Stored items
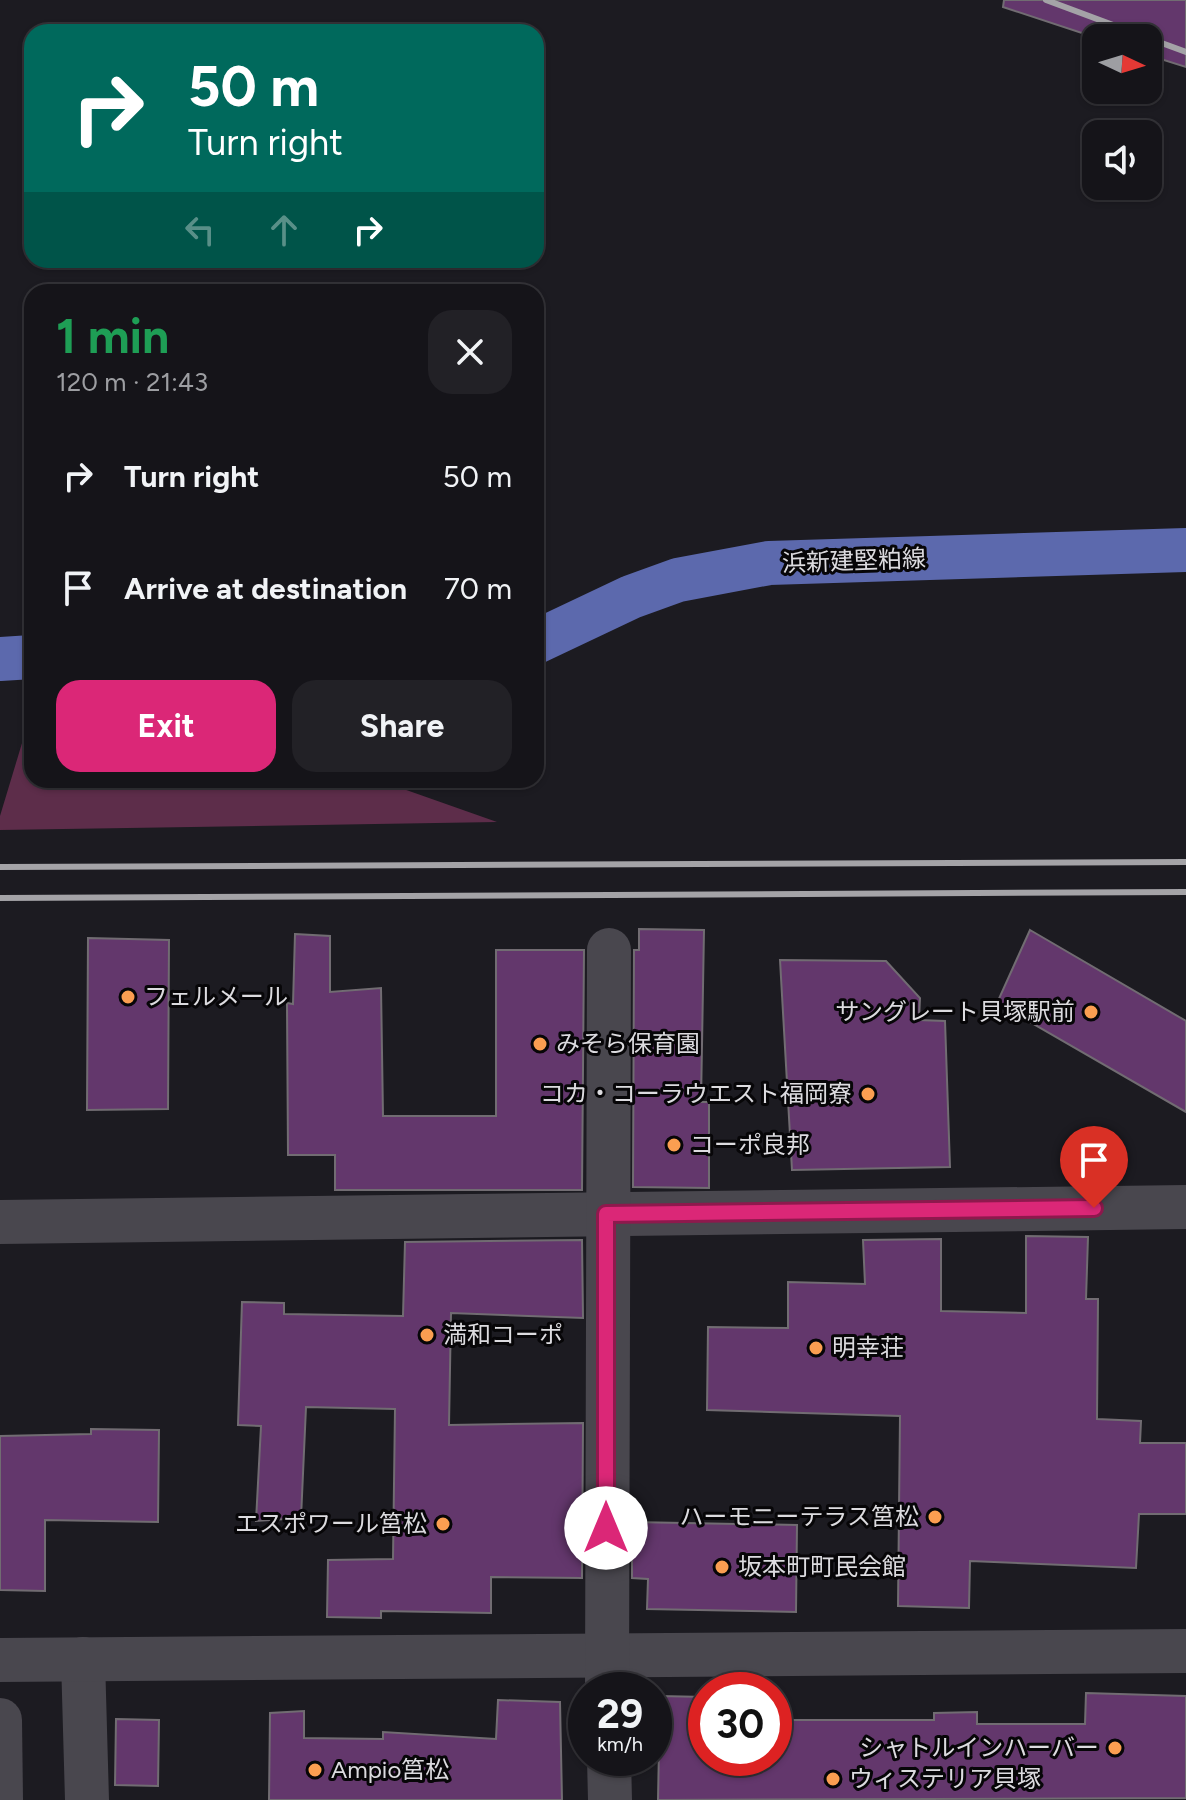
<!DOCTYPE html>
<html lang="en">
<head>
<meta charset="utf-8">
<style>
  body { margin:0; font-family:Figtree,"Noto Sans JP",sans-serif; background:#222126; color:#f1f3f6; height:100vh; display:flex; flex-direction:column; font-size:30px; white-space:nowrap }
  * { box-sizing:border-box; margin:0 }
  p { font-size:26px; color:#9d9ea2 }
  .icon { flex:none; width:44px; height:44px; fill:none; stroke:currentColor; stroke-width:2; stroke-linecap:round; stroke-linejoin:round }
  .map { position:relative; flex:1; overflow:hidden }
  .side { position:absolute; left:24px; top:284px; width:520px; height:504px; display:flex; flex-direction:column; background:#151419; border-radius:24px; box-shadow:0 2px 6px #0004,0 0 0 2px #343338 }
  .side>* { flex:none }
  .banner { position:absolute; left:24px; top:24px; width:520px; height:244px; border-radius:24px; box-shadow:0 2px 6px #0004,0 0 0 2px #343338; background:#00695c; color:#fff; overflow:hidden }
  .needle { width:52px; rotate:94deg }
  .fabs { position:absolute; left:1082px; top:24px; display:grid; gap:16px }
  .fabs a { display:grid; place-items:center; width:80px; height:80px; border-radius:16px; background:#151419; box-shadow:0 2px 6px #0004,0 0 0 2px #343338; font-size:40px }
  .speed { position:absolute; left:568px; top:1672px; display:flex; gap:16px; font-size:40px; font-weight:700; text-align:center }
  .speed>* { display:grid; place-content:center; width:104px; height:104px; border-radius:50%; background:#151419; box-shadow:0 2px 6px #0004,0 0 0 2px #343338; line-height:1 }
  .speed small { font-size:20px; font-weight:400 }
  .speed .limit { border:12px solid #d22; background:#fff; color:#111 }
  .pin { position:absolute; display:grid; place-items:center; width:68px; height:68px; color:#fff; margin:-82px -34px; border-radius:50% 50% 50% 0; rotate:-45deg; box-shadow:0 0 8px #0007 }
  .pin .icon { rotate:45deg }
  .me { position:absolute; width:88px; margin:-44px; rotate:0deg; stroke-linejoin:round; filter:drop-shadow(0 0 6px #0008) }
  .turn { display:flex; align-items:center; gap:28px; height:168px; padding:0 32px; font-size:36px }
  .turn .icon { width:104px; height:104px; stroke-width:2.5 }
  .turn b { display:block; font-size:56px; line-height:68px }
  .lanes { display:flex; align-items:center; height:76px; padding:0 32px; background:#0003; justify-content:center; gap:40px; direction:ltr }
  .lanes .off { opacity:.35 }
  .round { display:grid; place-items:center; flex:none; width:84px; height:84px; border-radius:24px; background:#222126 }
  .summary { display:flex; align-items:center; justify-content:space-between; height:136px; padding:0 32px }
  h1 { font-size:48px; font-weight:700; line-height:60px; color:#1e9e55 }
  .button { display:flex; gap:16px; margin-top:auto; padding:16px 32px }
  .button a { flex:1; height:92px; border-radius:24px; background:#db2777; color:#fff; font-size:32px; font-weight:700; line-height:92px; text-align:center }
  .button a+a { background:#222126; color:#f1f3f6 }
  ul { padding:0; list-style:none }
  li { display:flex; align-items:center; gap:24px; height:112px; padding:0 32px }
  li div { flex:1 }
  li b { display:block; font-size:30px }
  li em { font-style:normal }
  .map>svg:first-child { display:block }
  .green { fill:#5d2d4a }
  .building { fill:#63376c; stroke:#716c72; stroke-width:2 }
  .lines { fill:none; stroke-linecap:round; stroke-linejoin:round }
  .minor { stroke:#49474e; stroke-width:44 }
  .major { stroke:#5c69ad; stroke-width:44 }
  .rail { stroke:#a4a3a7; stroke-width:6 }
  .route-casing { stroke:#8e194d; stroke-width:20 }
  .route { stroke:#db2777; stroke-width:14 }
  .poi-dot { fill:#fb9e51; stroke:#070608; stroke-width:3 }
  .labels { text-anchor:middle; stroke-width:6; stroke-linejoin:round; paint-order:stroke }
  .street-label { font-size:24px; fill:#dcdbdf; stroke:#070608 }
  .poi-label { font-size:24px; fill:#dcdbdf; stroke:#070608; text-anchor:start }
</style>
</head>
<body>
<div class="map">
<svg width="1186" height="1800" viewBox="0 0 1186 1800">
  <rect width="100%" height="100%" fill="#1c1b21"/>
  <path class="green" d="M 32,710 L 32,780 L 378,780 L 497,822 L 0,830 L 0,816 Z"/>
  <g class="building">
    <path d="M 1004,0 L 1186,0 L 1186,67 L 1148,55 L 1148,38 L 1097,38 L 1003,7 Z"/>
    <path d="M 639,929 L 704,930 L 701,1102 L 709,1102 L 709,1188 L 633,1187 L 634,950 L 639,950 Z"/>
    <path d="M 1030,930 L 1186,1021 L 1186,1112 L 997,1003 Z"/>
    <path d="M 295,934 L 330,936 L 330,992 L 381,988 L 383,1116 L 496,1116 L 496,950 L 584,950 L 582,1190 L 335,1190 L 335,1155 L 288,1155 L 287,1003 L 293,1004 Z"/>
    <path d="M 88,938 L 169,940 L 168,1109 L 87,1110 Z"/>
    <path d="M 780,960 L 886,961 L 920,998 L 919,1020 L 945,1021 L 950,1167 L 792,1170 Z"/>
    <path d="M 1026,1236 L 1088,1237 L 1086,1299 L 1098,1299 L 1097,1419 L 1141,1421 L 1140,1443 L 1186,1443 L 1186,1514 L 1139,1514 L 1136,1568 L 970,1561 L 969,1608 L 898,1606 L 900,1416 L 707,1410 L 708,1327 L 788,1328 L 788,1282 L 865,1284 L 863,1240 L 941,1239 L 941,1311 L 1026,1313 Z"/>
    <path d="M 582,1240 L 583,1318 L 451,1313 L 449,1425 L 583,1423 L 582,1578 L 491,1577 L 491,1613 L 381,1611 L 381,1618 L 327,1617 L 328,1560 L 393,1559 L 395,1409 L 306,1407 L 301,1518 L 256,1521 L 261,1426 L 238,1425 L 242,1302 L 284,1303 L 284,1314 L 403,1316 L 405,1242 Z"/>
    <path d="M 91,1429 L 159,1430 L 158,1522 L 45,1520 L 45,1591 L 0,1590 L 0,1436 L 91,1434 Z"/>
    <path d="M 632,1522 L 797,1525 L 796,1612 L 647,1609 L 648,1579 L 632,1578 Z"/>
    <path d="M 1086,1693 L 1186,1696 L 1186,1798 L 658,1800 L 660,1696 L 706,1697 L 706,1758 L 774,1758 L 774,1720 L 934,1720 L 934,1713 L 977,1712 L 977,1724 L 1085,1724 Z"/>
    <path d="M 498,1700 L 560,1702 L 562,1800 L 269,1800 L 270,1713 L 304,1711 L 304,1738 L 383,1739 L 383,1732 L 496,1739 Z"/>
    <path d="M 116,1719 L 159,1720 L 158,1786 L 115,1785 Z"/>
  </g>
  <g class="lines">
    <g class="minor">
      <path d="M 0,1222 L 1186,1207"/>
      <path d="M 83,1659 L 87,1800"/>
      <path d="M 0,1660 L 1186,1651"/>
      <path d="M 607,1690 L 609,950"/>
      <path d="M 0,1720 L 1,1800"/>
      <path d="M 609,1758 L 610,1800"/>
    </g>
    <g class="major">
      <path d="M 536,642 L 631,597 L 678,580 L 769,563 L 1186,550"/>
      <path d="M 0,659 L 32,657"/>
    </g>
    <g class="rail">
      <path d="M 1046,0 L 1148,38"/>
      <path d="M 1148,38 L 1186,52"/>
      <path d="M 0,867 L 1186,862"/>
      <path d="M 0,898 L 1186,892"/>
    </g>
  </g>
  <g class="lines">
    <defs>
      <path id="route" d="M 606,1528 L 606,1214 L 1094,1208"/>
    </defs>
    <use href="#route" class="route-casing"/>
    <use href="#route" class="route"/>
  </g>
  <g class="poi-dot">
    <circle cx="128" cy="997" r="8"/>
    <circle cx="1091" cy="1012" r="8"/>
    <circle cx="540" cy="1044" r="8"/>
    <circle cx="868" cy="1094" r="8"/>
    <circle cx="674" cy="1145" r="8"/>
    <circle cx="427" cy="1335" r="8"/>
    <circle cx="816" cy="1348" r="8"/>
    <circle cx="935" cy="1517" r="8"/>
    <circle cx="443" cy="1524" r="8"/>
    <circle cx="722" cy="1567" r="8"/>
    <circle cx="1115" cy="1748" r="8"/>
    <circle cx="315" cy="1770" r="8"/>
    <circle cx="833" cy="1779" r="8"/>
  </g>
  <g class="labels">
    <g class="street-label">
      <text transform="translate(854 561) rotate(-2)" y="8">浜新建堅粕線</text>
    </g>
    <g class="poi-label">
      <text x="144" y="1005">フェルメール</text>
      <text x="1075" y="1020" text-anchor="end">サングレート貝塚駅前</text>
      <text x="556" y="1052">みそら保育園</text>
      <text x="852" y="1102" text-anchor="end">コカ・コーラウエスト福岡寮</text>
      <text x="690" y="1153">コーポ良邦</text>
      <text x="443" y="1343">満和コーポ</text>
      <text x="832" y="1356">明幸荘</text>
      <text x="919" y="1525" text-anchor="end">ハーモニーテラス筥松</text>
      <text x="427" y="1532" text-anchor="end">エスポワール筥松</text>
      <text x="738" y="1575">坂本町町民会館</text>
      <text x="1099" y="1756" text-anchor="end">シャトルインハーバー</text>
      <text x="331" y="1778">Ampio筥松</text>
      <text x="849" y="1787">ウィステリア貝塚</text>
    </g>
  </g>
</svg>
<div class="fabs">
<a><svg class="needle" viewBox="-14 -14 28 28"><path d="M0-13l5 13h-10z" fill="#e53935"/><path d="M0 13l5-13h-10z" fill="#9d9ea2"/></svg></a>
<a><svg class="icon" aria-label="sound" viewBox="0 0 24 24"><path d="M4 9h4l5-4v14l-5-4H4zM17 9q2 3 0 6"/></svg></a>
</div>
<div class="speed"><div>29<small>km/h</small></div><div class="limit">30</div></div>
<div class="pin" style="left:1094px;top:1208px;background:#d93025"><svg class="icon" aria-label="arrive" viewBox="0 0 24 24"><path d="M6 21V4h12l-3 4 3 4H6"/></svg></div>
<svg class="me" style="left:606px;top:1528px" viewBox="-20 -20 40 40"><circle r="19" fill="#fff"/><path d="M0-13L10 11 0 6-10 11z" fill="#db2777"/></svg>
<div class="banner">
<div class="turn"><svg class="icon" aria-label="right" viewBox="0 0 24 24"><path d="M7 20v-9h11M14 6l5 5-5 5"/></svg><div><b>50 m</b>Turn right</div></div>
<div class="lanes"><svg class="icon off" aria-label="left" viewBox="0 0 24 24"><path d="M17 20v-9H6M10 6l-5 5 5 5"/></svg><svg class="icon off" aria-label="ahead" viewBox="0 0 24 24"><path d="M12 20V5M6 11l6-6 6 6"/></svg><svg class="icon" aria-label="right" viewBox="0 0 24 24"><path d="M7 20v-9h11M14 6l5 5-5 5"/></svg></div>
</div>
<section class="side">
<div class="summary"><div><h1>1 min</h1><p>120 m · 21:43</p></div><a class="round"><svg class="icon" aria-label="close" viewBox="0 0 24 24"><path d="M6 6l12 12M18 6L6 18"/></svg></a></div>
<ul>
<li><svg class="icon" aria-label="right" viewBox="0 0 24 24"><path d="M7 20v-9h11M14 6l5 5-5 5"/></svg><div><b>Turn right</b></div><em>50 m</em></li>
<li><svg class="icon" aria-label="arrive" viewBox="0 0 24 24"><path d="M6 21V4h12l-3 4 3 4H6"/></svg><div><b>Arrive at destination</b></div><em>70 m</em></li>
</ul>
<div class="button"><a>Exit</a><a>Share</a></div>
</section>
</div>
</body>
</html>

ACTIVITY:
Copy out only the lines of the records above from the one with "display:grid; place-content:center; width:104px;" through the one with "border:12px solid #d22;", exactly as they stand, both included.

RESPONSE BOX:
  .speed>* { display:grid; place-content:center; width:104px; height:104px; border-radius:50%; background:#151419; box-shadow:0 2px 6px #0004,0 0 0 2px #343338; line-height:1 }
  .speed small { font-size:20px; font-weight:400 }
  .speed .limit { border:12px solid #d22; background:#fff; color:#111 }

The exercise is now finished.